09 dezembro 2011

Rumo ao Sol

Em janeiro irei ao Japão. Com certeza, captarei os efeitos que a poesia escrita com os pés pode deixar em seres tão delicados e reverentes à estética como os japoneses. Não há tsunami que os façam perder a compostura. Espero que não sejam os espanhóis, e muito menos um argentino, que nos façam perder a nossa.




25 novembro 2011


  
NOSTALGIA

como voltar a um lar
que nem sequer existiu
fazer o movimento pendular
recuperar a mãe
que me pariu?





17 novembro 2011

Adrienne Myrtes lança livro na Balada

















Leia um capítulo do livro:


II

           
            A xilocaína não serve para digestivo. Cheguei a essa conclusão após meu quase suicídio. Compreendi que ao tentar me esquivar da dor eu tentava mastigar a vida, ter dentes, sei lá. Coisa pra doido esquecer, não pensar, não especular. Porque de especulação em especulação posso dar de cara com minhas tripas, meus motivos subliminares e não sei se agüento, se quero ter olhos para me ver. Sou hipermetrope e gosto disso.
            Irene diz que nos salvamos pela dor, que ela nos mantém vivos. Quando pergunto de que poderíamos ser salvos ela sentencia: De nossa estupidez. Irene diz muitas coisas, nem sempre escuto, o vento fala mais alto e eu me distraio. Talvez Irene esteja certa, talvez a vida seja essa sucessão de cortes e recortes que sonhamos e que sangram. Talvez só exista verdade no sangue e na respiração. Talvez a vida seja uma engrenagem com vontade própria. Talvez eu seja um idiota cem por cento. Existe ainda a possibilidade de que minha idiotice também faça parte dessa engrenagem e como tal eu esteja enquadrado, inserido à revelia.
            Na verdade gostaria de ser salvo pela distância.
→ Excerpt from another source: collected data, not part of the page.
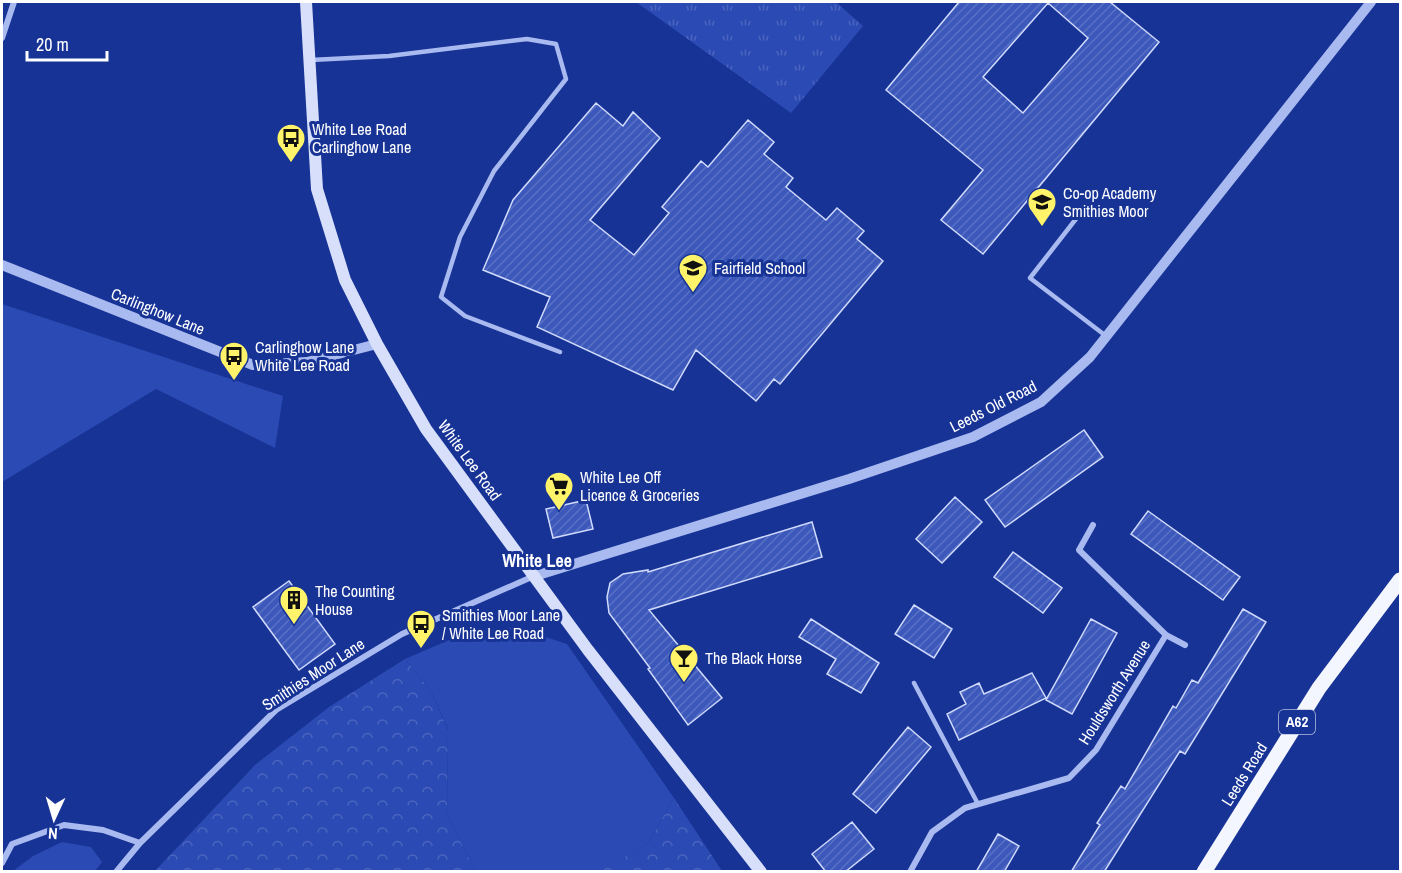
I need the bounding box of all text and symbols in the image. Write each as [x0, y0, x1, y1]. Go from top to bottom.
scale bar [27, 24, 106, 62]
text: 20 m [36, 32, 69, 57]
place label: White Lee Road Carlinghow Lane [312, 118, 411, 158]
bus stop icon: White Lee Road Carlinghow Lane [275, 122, 307, 164]
place label: Co-op Academy Smithies Moor [1063, 182, 1157, 222]
school or university icon: Co-op Academy Smithies Moor [1026, 186, 1058, 228]
school or university icon: Fairfield School [677, 252, 709, 294]
place label: Fairfield School [714, 257, 805, 279]
street label: Carlinghow Lane [108, 282, 208, 340]
place label: Carlinghow Lane White Lee Road [255, 336, 354, 376]
bus stop icon: Carlinghow Lane White Lee Road [218, 340, 250, 382]
street label: Leeds Old Road [946, 375, 1040, 437]
street label: White Lee Road [433, 415, 507, 505]
place label: White Lee Off Licence & Groceries [580, 466, 700, 506]
supermarket icon: White Lee Off Licence & Groceries [543, 470, 575, 512]
district label: White Lee [502, 548, 572, 573]
place label: The Counting House [315, 580, 395, 620]
building icon: The Counting House [278, 584, 310, 626]
place label: Smithies Moor Lane / White Lee Road [442, 604, 560, 644]
bus stop icon: Smithies Moor Lane / White Lee Road [405, 608, 437, 650]
street label: Smithies Moor Lane [257, 633, 369, 715]
street label: Houldsworth Avenue [1073, 635, 1155, 749]
bar icon: The Black Horse [668, 642, 700, 684]
place label: The Black Horse [705, 647, 802, 669]
road number: A62 [1279, 710, 1315, 734]
street label: Leeds Road [1216, 738, 1272, 810]
north arrow [24, 789, 84, 849]
text: N [47, 823, 58, 845]

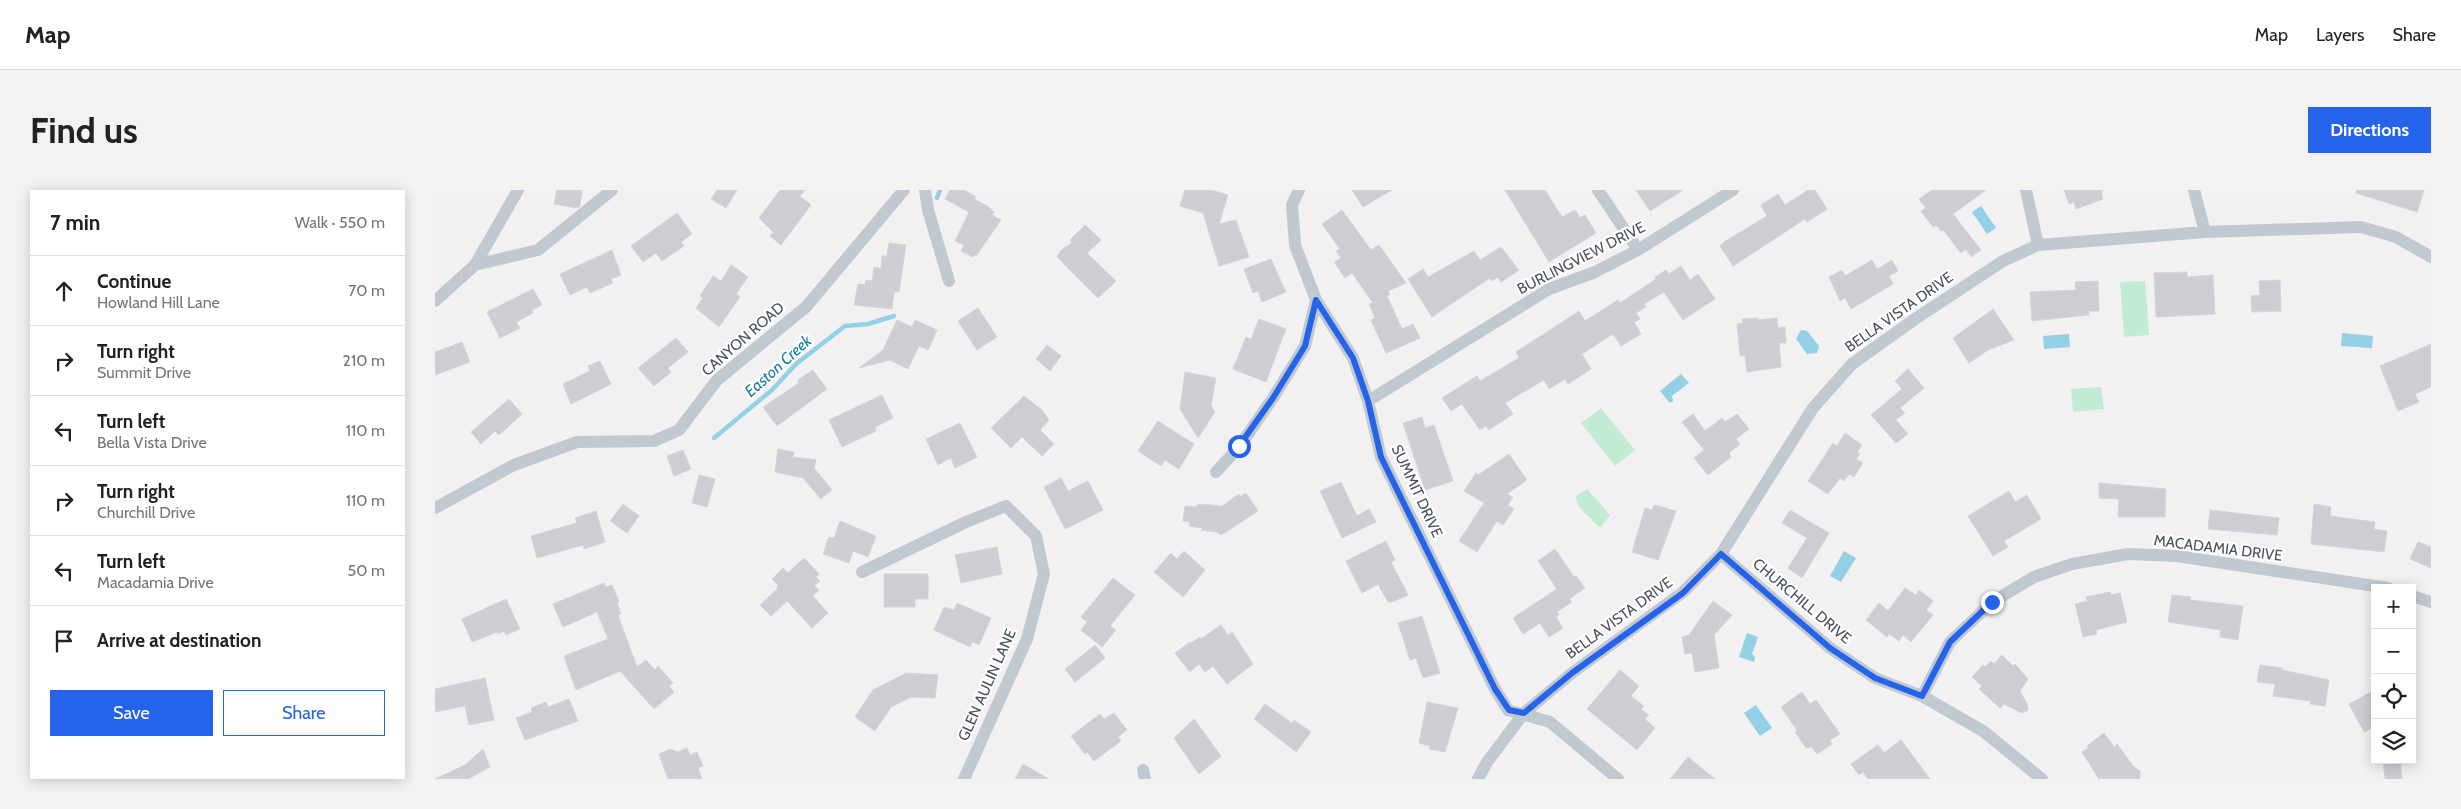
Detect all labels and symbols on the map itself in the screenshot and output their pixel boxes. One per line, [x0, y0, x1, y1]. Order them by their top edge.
street label: BURLINGVIEW DRIVE [1514, 218, 1648, 298]
street label: BELLA VISTA DRIVE [1842, 268, 1956, 356]
street label: CANYON ROAD [698, 298, 788, 380]
water label: Easton Creek [741, 330, 816, 401]
route start [1228, 435, 1251, 458]
street label: SUMMIT DRIVE [1388, 442, 1446, 540]
street label: MACADAMIA DRIVE [2153, 531, 2283, 565]
street label: CHURCHILL DRIVE [1749, 555, 1855, 647]
street label: BELLA VISTA DRIVE [1562, 573, 1676, 663]
route end [1981, 591, 2004, 614]
street label: GLEN AULIN LANE [954, 626, 1020, 744]

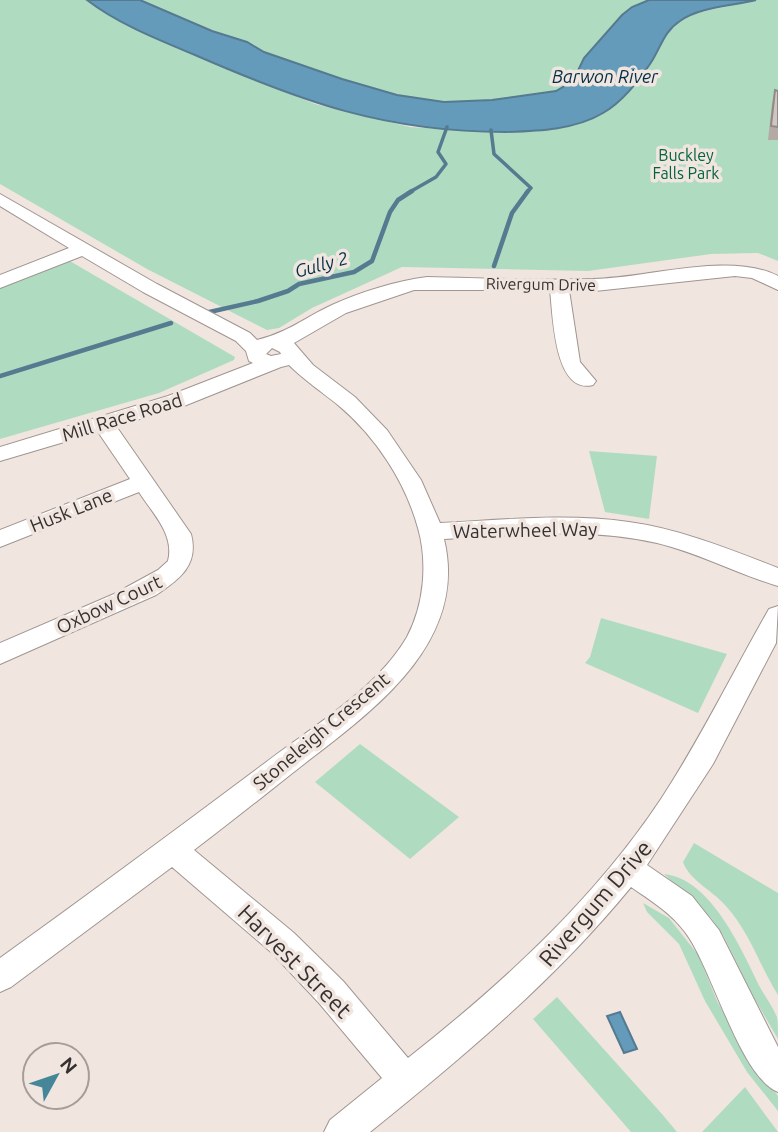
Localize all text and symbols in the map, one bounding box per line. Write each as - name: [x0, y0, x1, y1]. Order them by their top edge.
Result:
- water label: Barwon River: [552, 66, 659, 86]
- park label: Buckley Falls Park: [653, 146, 719, 182]
- water label: Gully 2: [292, 247, 350, 281]
- street label: Rivergum Drive: [486, 274, 596, 294]
- street label: Mill Race Road: [59, 388, 185, 446]
- street label: Husk Lane: [27, 483, 115, 537]
- street label: Waterwheel Way: [453, 518, 597, 542]
- street label: Oxbow Court: [53, 570, 166, 638]
- street label: Stoneleigh Crescent: [248, 667, 394, 794]
- street label: Rivergum Drive: [534, 835, 656, 971]
- street label: Harvest Street: [233, 899, 357, 1023]
- north arrow: [21, 1041, 91, 1111]
- text: N: [56, 1053, 82, 1078]

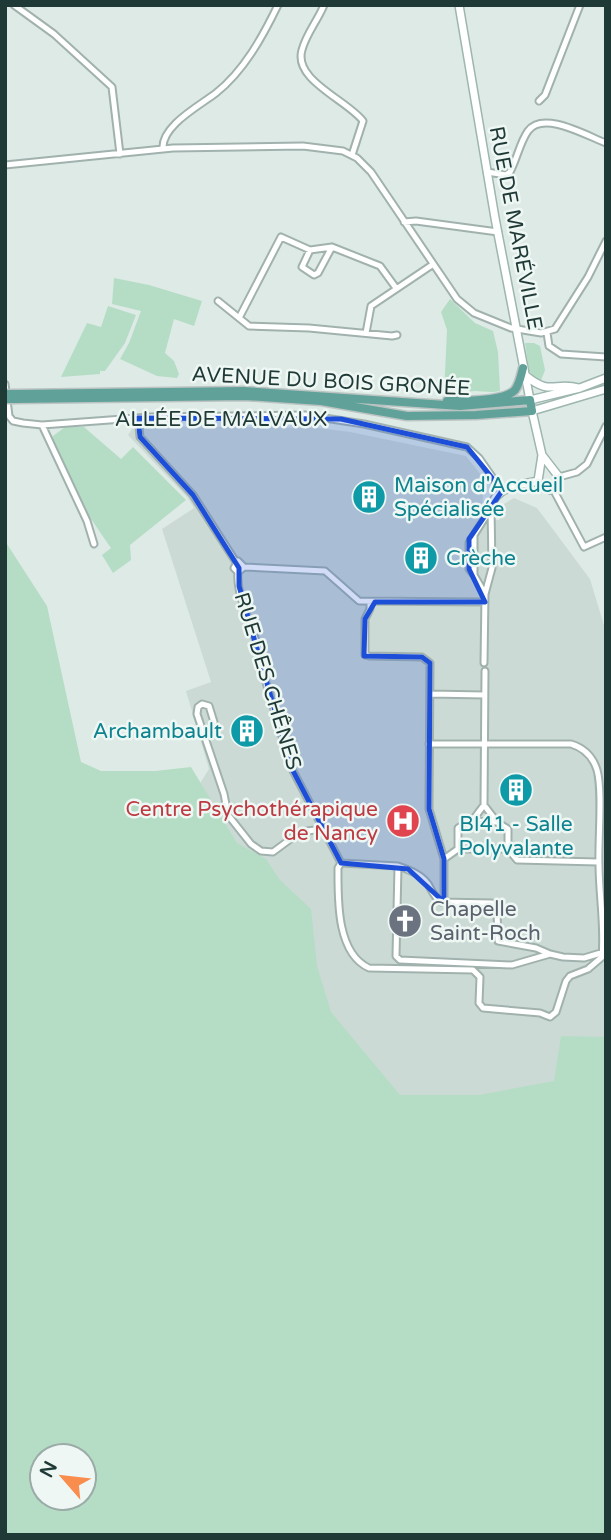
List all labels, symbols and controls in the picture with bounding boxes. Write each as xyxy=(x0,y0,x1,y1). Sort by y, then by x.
street label: RUE DE MARÉVILLE xyxy=(484,124,548,332)
street label: AVENUE DU BOIS GRONÉE xyxy=(191,362,471,401)
street label: ALLÉE DE MALVAUX xyxy=(115,407,327,432)
place label: Maison d'Accueil Spécialisée xyxy=(394,473,563,522)
building icon: Maison d'Accueil Spécialisée xyxy=(350,478,388,516)
building icon: Crèche xyxy=(402,539,440,577)
place label: Crèche xyxy=(446,546,516,571)
street label: RUE DES CHÊNES xyxy=(229,589,306,773)
building icon: Archambault xyxy=(228,712,266,750)
place label: Archambault xyxy=(93,719,222,744)
building icon: BI41 - Salle Polyvalante xyxy=(497,771,535,809)
place label: Centre Psychothérapique de Nancy xyxy=(126,797,378,846)
hospital icon: Centre Psychothérapique de Nancy xyxy=(384,802,422,840)
place label: BI41 - Salle Polyvalante xyxy=(458,812,574,861)
place label: Chapelle Saint-Roch xyxy=(430,897,541,946)
church icon: Chapelle Saint-Roch xyxy=(386,902,424,940)
north arrow xyxy=(28,1442,98,1512)
text: N xyxy=(36,1458,62,1481)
Ficar afastado da vida, receber uma suspensão. Não estar com algumas pessoas, não precisar contar histórias, enredar fatos, encantar palavras para dar explicações. Explicações que não tenho nem para mim.
            Não há justificativa para o desejo de morrer, ou mesmo para a incerteza de que tenha sido ele o que moveu minha mão direita sobre o pulso esquerdo. Com a lâmina. Não. Tenho certeza de que era a morte minha meta, não poderia ser diferente. Cortar o pulso não é coisa que se faça assim, por impulso. A lâmina na mão e o gesto nervoso tateando o pensamento. E a xilocaína? Acovardamento frente à morte? Acanhamento diante da vida? Porque a dor só é possível aos vivos. Não tenho certeza de que era a meta, minha morte. E Irene? Sorte. Irene é meu demônio particular, tem força pra me proteger. Da minha estupidez. Irene é minha dor de dente.
            Não sei, meu raciocínio é um cachorro correndo atrás do rabo, em eterna desconfiança. Tenho preguiça de pensar, às vezes. Ou apenas penso que tenho, porque a maior parte do tempo penso e repenso. Dispenso comentários, sei que estou sendo contraditório e redundante, se é que é possível ser as duas coisas ao mesmo tempo.
Estou refém, cativo na cama, converso com meu travesseiro, enfronho-me em minha dor.
 Pode ser que eu esteja ficando louco ou pode ser que essa seja a sanidade possível para mim. Para a vida como ela se instala, porque minha vida é uma senhora gorda e preguiçosa espalhada no sofá da sala, sem a menor intenção de ir embora. A vida é a possibilidade que tenho no momento, o que me resta. Por isso o que tenho a fazer é me levantar da cama e começar o meu dia.
O dia caminha sem mim, não precisa de mim.
Eu adoraria não precisar de ninguém. Do amor de ninguém. Para não ter que me sentir assim, um fraco e sem Raul. Raul é meu ponto fraco, meu calcanhar. Mas não sou forte nem belo, não sou Aquiles. Luis é um nome sem rosto, um personagem que ignora seu papel. Não sou ninguém, sou um ator. Para os gregos e romanos, o papel do ator era um rolo de madeira em torno do qual se enrolava um pergaminho contendo o texto a ser dito e as instruções de sua interpretação.
Estou atrasadíssimo no grego e no latim.
Sou os personagens que tenho deixado de encenar, as possibilidades misturadas nas coxias. Raul deve ter razão. Razões que não encontro agora, entre os lençóis, onde procuro me dissolver. Entregar-me à liquidez de não saber o que fazer de mim e do resto de desejo que balbucia em meu ouvido. Raul. Provavelmente tem razão. Eu bem posso estar misturando as histórias, mas não. O que encenamos no palco foi ação teatral, sei disso, mas a reação que ele acorda em meus músculos é meu corpo quem me conta, não um script. Quero escrever uma história na pele dele, com suor e sêmen.
            Suor.
Não sei se estou com febre ou se vivo em delírio.
            Irene precisa voltar para me ajudar a acordar. Não quero me levantar, não quero tirar o pijama, menos ainda vestir uma roupa, não quero me preocupar com comida, não quero procurar um novo trabalho, não quero encontrar diretores, autores, outros atores, não quero a vida de volta. Não quero essa prática da qual a vida nos incumbe porque ela me pesa. Dá trabalho. Quero rolar na cama até Irene chegar e tomar conta de mim.
Ela achará um jeito de me fazer continuar.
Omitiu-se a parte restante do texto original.